La consecuencia más evidente de esta última maniobra es que Trump se ha visto obligado a reconocer que Irán ha derrotado militarmente a Estados Unidos. EE. UU. ha agotado sus opciones militares, y el gobierno iraní no solo sigue en pie, sino que es tan fuerte como lo ha sido en los últimos tiempos.
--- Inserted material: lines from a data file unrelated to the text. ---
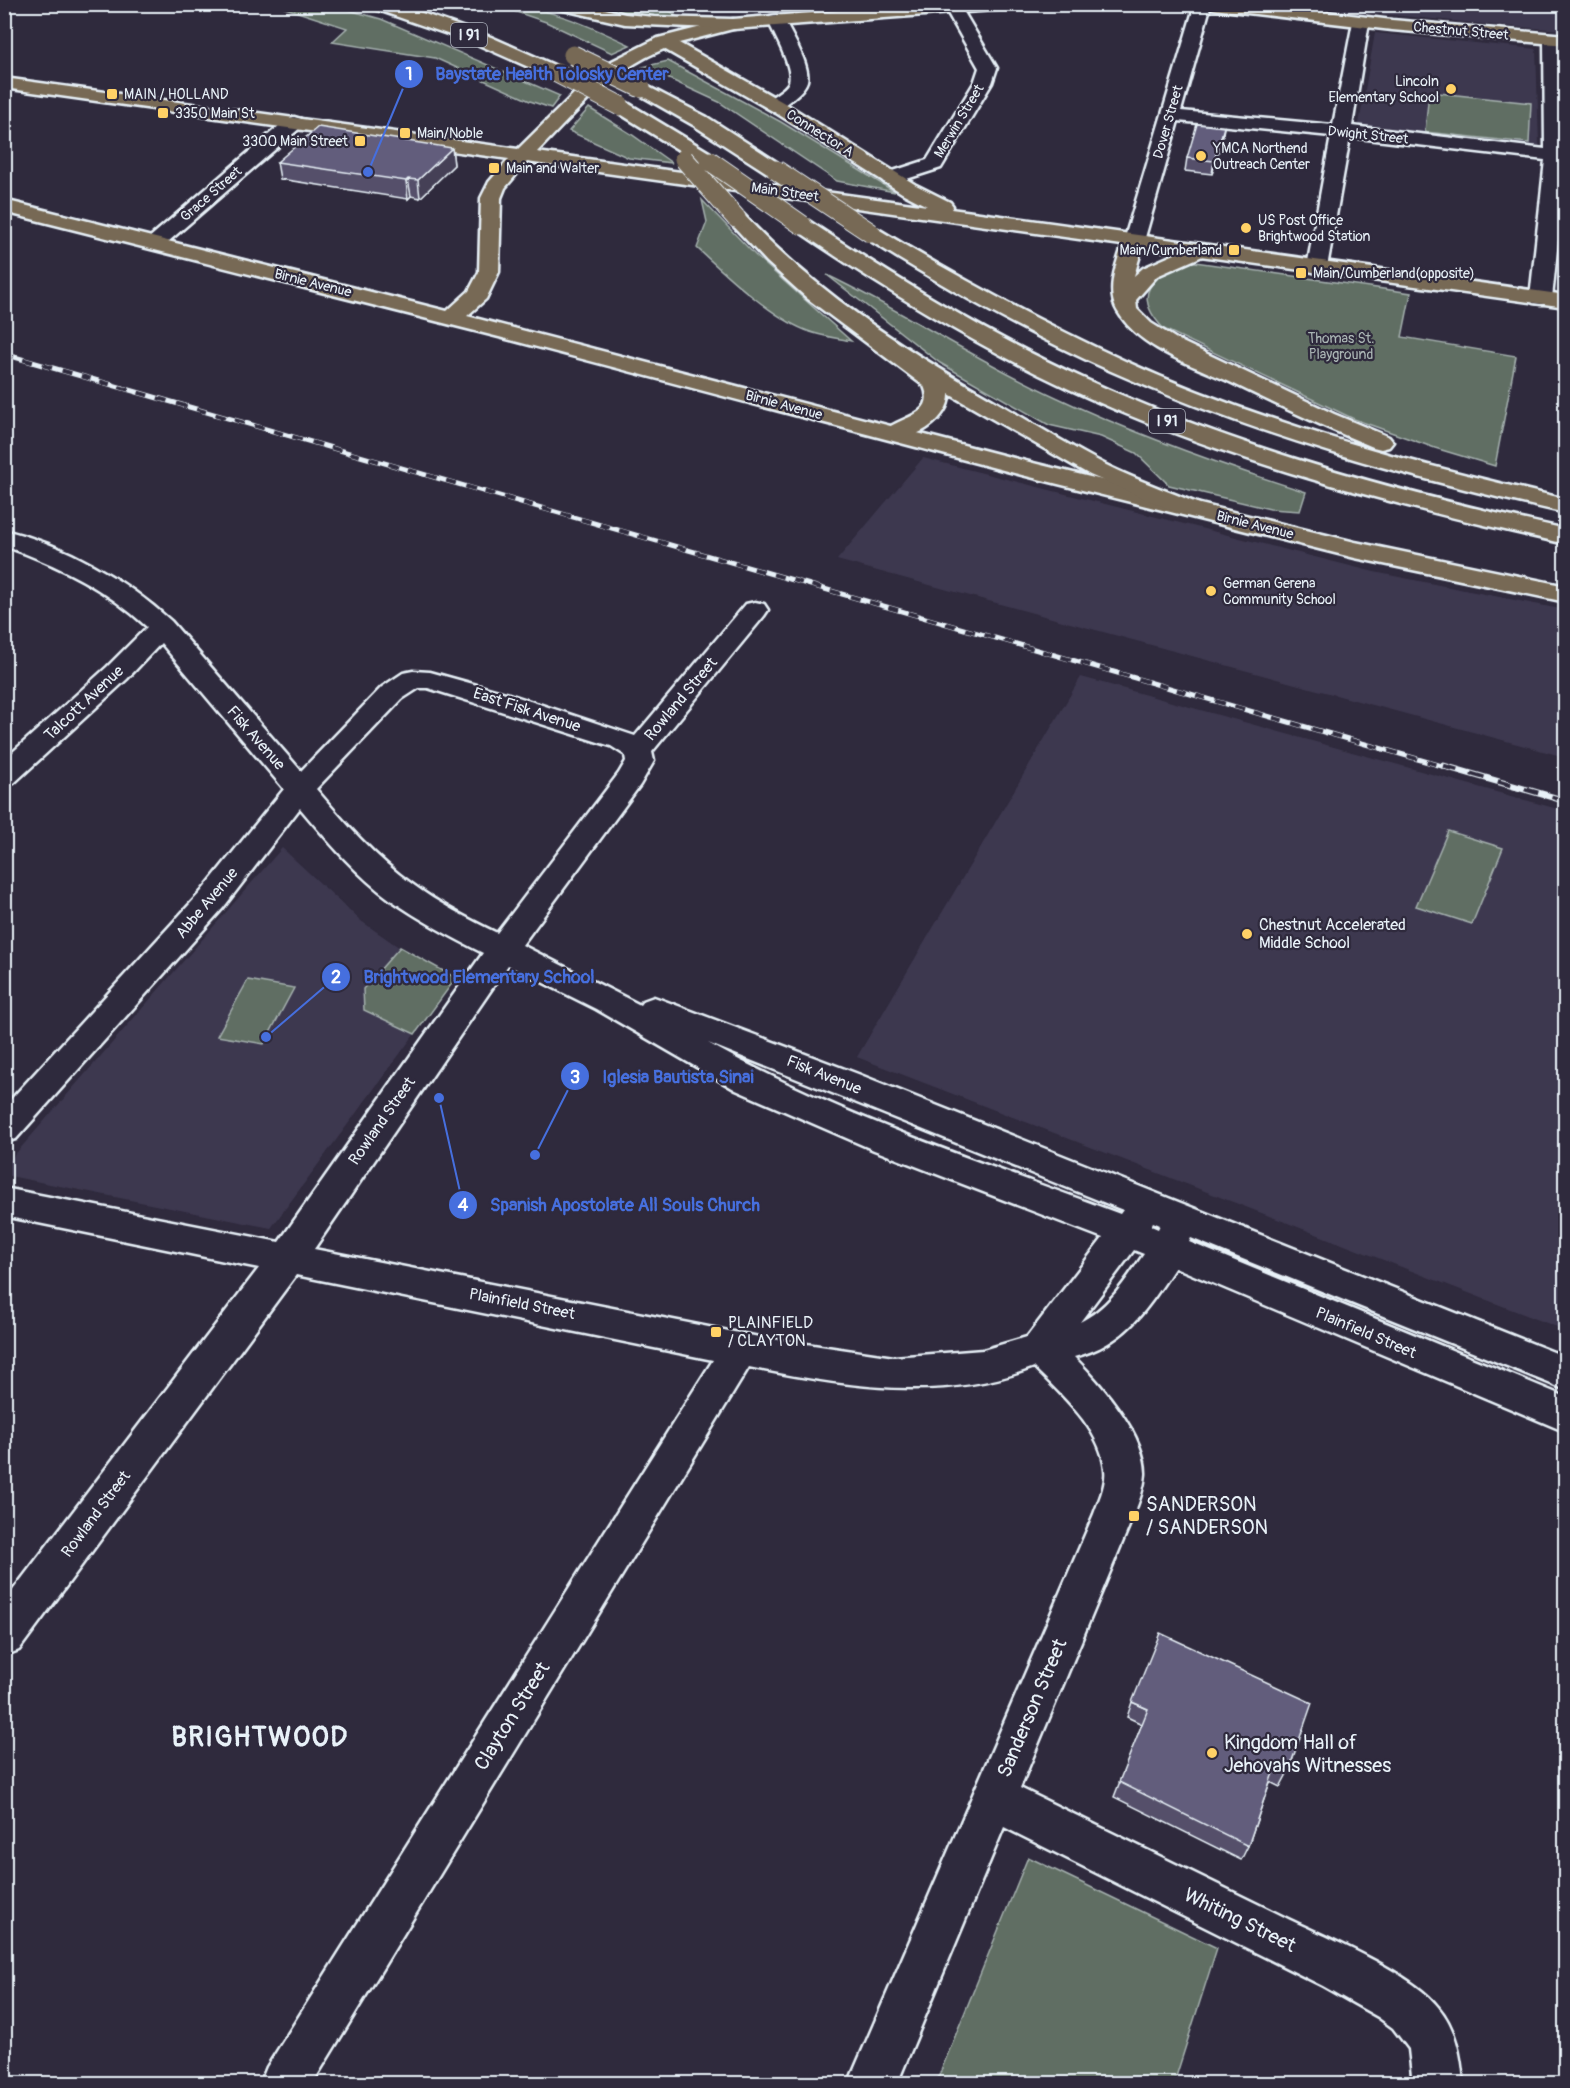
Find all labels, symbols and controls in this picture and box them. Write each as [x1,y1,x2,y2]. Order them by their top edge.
street label: Chestnut Street [1413,18,1510,44]
road number: I 91 [451,23,487,47]
callout: Baystate Health Tolosky Center [394,56,681,92]
text: 1 [405,63,413,86]
text: Baystate Health Tolosky Center [435,63,669,86]
place label: Lincoln Elementary School [1328,73,1439,106]
street label: Merwin Street [930,81,988,161]
marker: Lincoln Elementary School [1444,82,1458,96]
street label: Dover Street [1149,83,1187,161]
place label: MAIN / HOLLAND [124,86,229,103]
marker: MAIN / HOLLAND [105,87,119,101]
place label: 3350 Main St [175,105,255,122]
marker: 3350 Main St [156,106,170,120]
street label: Connector A [783,106,857,160]
street label: Dwight Street [1327,122,1410,148]
place label: Main/Noble [417,125,483,142]
marker: Main/Noble [398,126,412,140]
place label: 3300 Main Street [242,133,348,150]
marker: 3300 Main Street [353,134,367,148]
place label: YMCA Northend Outreach Center [1212,140,1310,173]
marker: YMCA Northend Outreach Center [1194,149,1208,163]
place label: Main and Walter [506,160,599,177]
marker: Main and Walter [487,161,501,175]
street label: Grace Street [177,162,245,225]
street label: Main Street [750,179,820,205]
place label: US Post Office Brightwood Station [1258,212,1371,245]
marker: US Post Office Brightwood Station [1239,221,1253,235]
place label: Main/Cumberland [1119,242,1222,259]
marker: Main/Cumberland [1227,243,1241,257]
street label: Birnie Avenue [273,265,353,301]
place label: Main/Cumberland(opposite) [1313,265,1475,282]
marker: Main/Cumberland(opposite) [1294,266,1308,280]
park label: Thomas St. Playground [1308,330,1374,363]
street label: Birnie Avenue [744,387,824,423]
road number: I 91 [1149,409,1185,433]
street label: Birnie Avenue [1215,507,1295,543]
place label: German Gerena Community School [1223,575,1336,608]
marker: German Gerena Community School [1204,584,1218,598]
street label: Rowland Street [640,653,722,745]
street label: Talcott Avenue [40,661,128,745]
street label: East Fisk Avenue [471,683,583,737]
street label: Fisk Avenue [223,702,290,774]
street label: Abbe Avenue [171,863,243,943]
place label: Chestnut Accelerated Middle School [1259,915,1406,953]
marker: Chestnut Accelerated Middle School [1240,927,1254,941]
callout: Brightwood Elementary School [321,959,606,995]
text: 2 [331,966,341,989]
text: Brightwood Elementary School [363,966,595,989]
street label: Fisk Avenue [784,1051,864,1099]
callout: Iglesia Bautista Sinai [560,1058,766,1094]
text: 3 [570,1066,580,1089]
text: Iglesia Bautista Sinai [602,1066,754,1089]
street label: Rowland Street [344,1073,420,1169]
callout: Spanish Apostolate All Souls Church [448,1187,772,1223]
text: 4 [458,1194,469,1217]
text: Spanish Apostolate All Souls Church [490,1194,760,1217]
street label: Plainfield Street [467,1284,577,1324]
street label: Plainfield Street [1313,1303,1420,1363]
place label: PLAINFIELD / CLAYTON [728,1313,813,1351]
marker: PLAINFIELD / CLAYTON [709,1325,723,1339]
street label: Rowland Street [57,1466,135,1561]
place label: SANDERSON / SANDERSON [1146,1492,1268,1540]
marker: SANDERSON / SANDERSON [1127,1509,1141,1523]
street label: Sanderson Street [992,1634,1073,1781]
street label: Clayton Street [469,1656,556,1775]
district label: BRIGHTWOOD [171,1721,349,1754]
place label: Kingdom Hall of Jehovahs Witnesses [1224,1730,1391,1778]
marker: Kingdom Hall of Jehovahs Witnesses [1205,1746,1219,1760]
street label: Whiting Street [1180,1882,1301,1958]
Estados Unidos ha perdido quince de sus bases en la región del Golfo , ha agotado catastróficamente sus reservas de misiles defensivos y se ha visto obligado a desviar importantes recursos de Asia a la región, abandonando esencialmente a aliados clave como Taiwán, Japón y Corea del Sur.
Los estados del Golfo, con excepción de los Emiratos Árabes Unidos, se han dado cuenta de que el compromiso de Estados Unidos con su seguridad no solo es poco fiable, sino que, incluso si intenta cumplir con ese compromiso, su capacidad para hacerlo no es la que creían.
Mientras tanto, Israel ha quedado expuesto como un riesgo para la seguridad y una figura política tóxica para Estados Unidos. Más allá del rechazo que suscitan las acciones de Israel entre el público estadounidense, ahora también se le culpa, con razón, de haber metido a Estados Unidos en esta guerra contraproducente, e incluso se le está revelando, por fin, como el verdadero obstáculo para poner fin al genocidio en Gaza, al negarse a cooperar incluso con los planes de la Junta de Paz, que son totalmente favorables a su postura .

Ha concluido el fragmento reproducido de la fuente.